→ **WORK TO COMPLETE**:
Your answer should consist only of the lines below from the one with "What data does" through the one with "Quick job: Parse", copied exactly.

===== GIVEN DATA =====

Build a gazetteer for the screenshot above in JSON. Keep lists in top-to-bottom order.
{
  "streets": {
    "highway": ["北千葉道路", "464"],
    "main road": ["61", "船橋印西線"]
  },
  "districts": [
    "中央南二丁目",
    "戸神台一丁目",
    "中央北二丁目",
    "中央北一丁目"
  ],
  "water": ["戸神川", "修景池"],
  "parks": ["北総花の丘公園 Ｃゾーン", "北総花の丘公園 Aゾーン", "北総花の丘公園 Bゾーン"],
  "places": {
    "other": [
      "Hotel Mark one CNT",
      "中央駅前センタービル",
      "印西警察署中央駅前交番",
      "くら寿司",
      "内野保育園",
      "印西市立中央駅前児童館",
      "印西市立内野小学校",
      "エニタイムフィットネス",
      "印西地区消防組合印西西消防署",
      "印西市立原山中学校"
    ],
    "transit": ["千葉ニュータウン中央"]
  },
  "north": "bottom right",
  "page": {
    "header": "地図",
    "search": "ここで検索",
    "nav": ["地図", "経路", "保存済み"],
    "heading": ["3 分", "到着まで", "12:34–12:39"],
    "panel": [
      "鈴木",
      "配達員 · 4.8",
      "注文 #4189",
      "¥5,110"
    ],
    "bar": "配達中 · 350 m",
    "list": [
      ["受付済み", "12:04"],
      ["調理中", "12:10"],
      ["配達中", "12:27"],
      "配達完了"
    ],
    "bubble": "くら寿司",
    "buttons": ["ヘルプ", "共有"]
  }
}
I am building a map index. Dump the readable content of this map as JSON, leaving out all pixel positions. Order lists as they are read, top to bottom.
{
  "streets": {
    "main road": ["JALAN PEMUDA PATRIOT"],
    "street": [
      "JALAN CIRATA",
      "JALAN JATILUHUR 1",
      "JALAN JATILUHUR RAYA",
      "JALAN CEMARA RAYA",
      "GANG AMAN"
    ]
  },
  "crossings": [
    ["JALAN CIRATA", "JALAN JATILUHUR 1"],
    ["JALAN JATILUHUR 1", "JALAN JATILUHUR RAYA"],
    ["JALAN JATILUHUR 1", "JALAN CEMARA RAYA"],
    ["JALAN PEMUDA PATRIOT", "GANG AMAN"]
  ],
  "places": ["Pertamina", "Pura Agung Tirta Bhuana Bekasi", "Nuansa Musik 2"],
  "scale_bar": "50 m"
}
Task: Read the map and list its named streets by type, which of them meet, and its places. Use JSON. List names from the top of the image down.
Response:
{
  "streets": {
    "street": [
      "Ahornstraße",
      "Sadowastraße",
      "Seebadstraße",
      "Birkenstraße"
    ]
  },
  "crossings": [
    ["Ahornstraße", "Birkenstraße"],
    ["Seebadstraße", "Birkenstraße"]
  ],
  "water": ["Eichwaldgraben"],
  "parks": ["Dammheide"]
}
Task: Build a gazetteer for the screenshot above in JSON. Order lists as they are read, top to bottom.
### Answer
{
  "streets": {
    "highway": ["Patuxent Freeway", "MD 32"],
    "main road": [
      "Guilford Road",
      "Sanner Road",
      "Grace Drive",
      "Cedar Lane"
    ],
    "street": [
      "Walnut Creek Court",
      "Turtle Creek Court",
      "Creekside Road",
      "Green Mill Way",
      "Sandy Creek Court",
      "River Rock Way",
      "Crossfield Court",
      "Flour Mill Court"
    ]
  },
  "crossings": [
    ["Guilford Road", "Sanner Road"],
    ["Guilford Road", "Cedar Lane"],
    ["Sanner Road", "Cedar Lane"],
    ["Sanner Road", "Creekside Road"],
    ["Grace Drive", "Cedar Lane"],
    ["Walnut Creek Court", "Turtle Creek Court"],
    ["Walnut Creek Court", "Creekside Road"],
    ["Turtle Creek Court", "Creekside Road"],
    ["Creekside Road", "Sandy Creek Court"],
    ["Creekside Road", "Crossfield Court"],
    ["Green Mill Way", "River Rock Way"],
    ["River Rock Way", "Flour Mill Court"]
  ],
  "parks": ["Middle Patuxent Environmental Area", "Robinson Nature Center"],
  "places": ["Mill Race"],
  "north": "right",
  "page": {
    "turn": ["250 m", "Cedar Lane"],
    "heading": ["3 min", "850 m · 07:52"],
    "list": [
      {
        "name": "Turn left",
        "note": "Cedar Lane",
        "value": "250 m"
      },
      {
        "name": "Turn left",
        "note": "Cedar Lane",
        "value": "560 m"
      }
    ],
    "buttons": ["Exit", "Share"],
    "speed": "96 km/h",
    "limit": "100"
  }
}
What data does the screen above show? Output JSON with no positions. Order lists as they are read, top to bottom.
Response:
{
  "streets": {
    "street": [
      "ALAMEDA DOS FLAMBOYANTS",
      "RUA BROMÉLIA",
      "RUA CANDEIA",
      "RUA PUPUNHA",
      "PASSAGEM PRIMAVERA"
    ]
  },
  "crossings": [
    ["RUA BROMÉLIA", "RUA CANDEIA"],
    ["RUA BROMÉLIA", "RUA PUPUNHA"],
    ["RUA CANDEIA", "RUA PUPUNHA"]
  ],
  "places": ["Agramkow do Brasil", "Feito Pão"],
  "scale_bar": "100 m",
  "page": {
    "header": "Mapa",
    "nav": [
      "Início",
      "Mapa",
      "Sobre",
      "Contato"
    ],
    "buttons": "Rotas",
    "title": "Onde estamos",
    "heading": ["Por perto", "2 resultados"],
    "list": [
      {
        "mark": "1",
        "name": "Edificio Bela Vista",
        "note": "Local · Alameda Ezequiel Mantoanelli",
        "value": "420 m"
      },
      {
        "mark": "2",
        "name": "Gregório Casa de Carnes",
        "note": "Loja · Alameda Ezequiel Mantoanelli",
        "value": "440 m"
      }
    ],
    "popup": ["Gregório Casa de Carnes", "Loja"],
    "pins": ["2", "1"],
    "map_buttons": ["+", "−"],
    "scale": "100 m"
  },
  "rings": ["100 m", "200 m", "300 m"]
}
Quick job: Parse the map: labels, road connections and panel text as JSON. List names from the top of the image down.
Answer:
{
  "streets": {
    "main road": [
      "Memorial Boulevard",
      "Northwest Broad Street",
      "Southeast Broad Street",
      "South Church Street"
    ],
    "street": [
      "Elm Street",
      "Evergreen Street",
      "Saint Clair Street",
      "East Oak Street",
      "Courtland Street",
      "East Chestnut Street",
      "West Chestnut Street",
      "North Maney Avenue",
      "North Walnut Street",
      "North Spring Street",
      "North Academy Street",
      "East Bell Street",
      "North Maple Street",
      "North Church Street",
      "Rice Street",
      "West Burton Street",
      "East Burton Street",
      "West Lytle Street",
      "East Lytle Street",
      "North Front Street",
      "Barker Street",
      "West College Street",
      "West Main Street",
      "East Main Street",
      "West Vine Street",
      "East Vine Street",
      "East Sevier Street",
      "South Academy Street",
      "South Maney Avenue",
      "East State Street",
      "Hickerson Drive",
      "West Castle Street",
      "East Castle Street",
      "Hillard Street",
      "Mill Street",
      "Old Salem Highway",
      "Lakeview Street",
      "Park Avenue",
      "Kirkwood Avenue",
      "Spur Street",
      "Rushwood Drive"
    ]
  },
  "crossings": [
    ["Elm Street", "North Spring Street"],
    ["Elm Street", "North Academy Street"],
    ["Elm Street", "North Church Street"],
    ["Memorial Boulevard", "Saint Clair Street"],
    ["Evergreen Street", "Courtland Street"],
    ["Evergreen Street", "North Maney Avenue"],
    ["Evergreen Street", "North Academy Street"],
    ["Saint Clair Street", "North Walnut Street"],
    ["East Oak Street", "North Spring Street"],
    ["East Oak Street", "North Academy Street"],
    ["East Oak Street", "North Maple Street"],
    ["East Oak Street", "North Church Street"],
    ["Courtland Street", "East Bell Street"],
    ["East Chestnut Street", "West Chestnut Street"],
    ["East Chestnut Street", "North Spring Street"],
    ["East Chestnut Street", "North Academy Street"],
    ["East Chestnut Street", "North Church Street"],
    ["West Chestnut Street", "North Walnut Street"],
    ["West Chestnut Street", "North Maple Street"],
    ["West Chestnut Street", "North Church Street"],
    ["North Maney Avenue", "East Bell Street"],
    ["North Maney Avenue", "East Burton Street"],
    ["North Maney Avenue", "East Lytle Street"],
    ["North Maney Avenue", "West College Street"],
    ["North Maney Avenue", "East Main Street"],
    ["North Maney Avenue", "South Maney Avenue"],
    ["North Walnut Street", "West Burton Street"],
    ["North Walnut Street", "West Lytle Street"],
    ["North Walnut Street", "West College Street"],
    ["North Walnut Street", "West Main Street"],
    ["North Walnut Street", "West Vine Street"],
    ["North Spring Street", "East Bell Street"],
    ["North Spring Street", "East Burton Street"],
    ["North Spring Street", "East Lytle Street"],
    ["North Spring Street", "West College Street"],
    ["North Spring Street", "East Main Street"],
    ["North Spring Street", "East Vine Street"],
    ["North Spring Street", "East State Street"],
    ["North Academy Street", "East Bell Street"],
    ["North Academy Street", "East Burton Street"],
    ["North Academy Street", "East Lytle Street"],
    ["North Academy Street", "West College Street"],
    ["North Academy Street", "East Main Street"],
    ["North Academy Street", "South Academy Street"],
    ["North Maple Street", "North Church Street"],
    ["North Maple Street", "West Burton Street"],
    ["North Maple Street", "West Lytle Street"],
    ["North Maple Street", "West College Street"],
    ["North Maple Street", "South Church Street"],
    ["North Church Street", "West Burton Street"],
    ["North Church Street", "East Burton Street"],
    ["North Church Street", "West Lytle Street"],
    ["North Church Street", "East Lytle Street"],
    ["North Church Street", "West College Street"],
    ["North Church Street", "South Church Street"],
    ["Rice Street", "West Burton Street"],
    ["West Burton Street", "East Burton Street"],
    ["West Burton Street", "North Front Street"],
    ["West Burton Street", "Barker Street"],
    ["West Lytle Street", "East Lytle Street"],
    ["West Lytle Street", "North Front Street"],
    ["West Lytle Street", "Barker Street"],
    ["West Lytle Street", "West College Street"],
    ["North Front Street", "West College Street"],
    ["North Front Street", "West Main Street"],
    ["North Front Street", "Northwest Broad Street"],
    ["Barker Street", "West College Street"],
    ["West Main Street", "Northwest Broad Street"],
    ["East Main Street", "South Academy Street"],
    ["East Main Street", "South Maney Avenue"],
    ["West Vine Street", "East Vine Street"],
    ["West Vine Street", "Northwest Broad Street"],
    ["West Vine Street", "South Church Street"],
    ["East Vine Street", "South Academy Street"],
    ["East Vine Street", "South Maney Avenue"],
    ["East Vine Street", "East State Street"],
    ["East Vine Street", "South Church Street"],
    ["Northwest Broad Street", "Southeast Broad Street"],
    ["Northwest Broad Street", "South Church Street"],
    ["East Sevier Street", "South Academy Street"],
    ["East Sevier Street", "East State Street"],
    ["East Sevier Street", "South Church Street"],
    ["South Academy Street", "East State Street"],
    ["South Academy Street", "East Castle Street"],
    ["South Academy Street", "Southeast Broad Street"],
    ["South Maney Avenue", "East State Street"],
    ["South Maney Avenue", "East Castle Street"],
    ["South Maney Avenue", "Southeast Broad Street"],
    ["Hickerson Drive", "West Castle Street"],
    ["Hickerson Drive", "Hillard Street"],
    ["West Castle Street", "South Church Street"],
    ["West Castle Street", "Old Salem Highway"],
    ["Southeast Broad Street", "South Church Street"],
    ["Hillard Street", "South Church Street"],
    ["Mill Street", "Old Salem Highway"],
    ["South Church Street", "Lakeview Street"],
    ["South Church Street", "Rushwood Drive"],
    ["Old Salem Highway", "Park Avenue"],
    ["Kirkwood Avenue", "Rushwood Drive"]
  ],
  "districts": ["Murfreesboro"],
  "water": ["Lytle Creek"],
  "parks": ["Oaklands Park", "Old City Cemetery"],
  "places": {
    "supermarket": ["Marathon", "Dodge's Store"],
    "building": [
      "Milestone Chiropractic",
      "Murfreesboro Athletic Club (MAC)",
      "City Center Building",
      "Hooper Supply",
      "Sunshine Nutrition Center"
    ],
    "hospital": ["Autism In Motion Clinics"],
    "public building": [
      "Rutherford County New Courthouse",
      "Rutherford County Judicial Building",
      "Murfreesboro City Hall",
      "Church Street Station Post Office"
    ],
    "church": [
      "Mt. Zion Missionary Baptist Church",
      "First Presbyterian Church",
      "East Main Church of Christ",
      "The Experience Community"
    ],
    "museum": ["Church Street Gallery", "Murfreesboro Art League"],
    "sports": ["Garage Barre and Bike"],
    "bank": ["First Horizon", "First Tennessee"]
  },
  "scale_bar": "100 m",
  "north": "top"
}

=====

→ **OUTPUT**:
What data does the screen above show? Output JSON with no positions. Order lists as they are read, top to bottom.
Response:
{
  "streets": {
    "street": [
      "ALAMEDA DOS FLAMBOYANTS",
      "RUA BROMÉLIA",
      "RUA CANDEIA",
      "RUA PUPUNHA",
      "PASSAGEM PRIMAVERA"
    ]
  },
  "crossings": [
    ["RUA BROMÉLIA", "RUA CANDEIA"],
    ["RUA BROMÉLIA", "RUA PUPUNHA"],
    ["RUA CANDEIA", "RUA PUPUNHA"]
  ],
  "places": ["Agramkow do Brasil", "Feito Pão"],
  "scale_bar": "100 m",
  "page": {
    "header": "Mapa",
    "nav": [
      "Início",
      "Mapa",
      "Sobre",
      "Contato"
    ],
    "buttons": "Rotas",
    "title": "Onde estamos",
    "heading": ["Por perto", "2 resultados"],
    "list": [
      {
        "mark": "1",
        "name": "Edificio Bela Vista",
        "note": "Local · Alameda Ezequiel Mantoanelli",
        "value": "420 m"
      },
      {
        "mark": "2",
        "name": "Gregório Casa de Carnes",
        "note": "Loja · Alameda Ezequiel Mantoanelli",
        "value": "440 m"
      }
    ],
    "popup": ["Gregório Casa de Carnes", "Loja"],
    "pins": ["2", "1"],
    "map_buttons": ["+", "−"],
    "scale": "100 m"
  },
  "rings": ["100 m", "200 m", "300 m"]
}
Quick job: Parse the map: labels, road connections and panel text as JSON. List names from the top of the image down.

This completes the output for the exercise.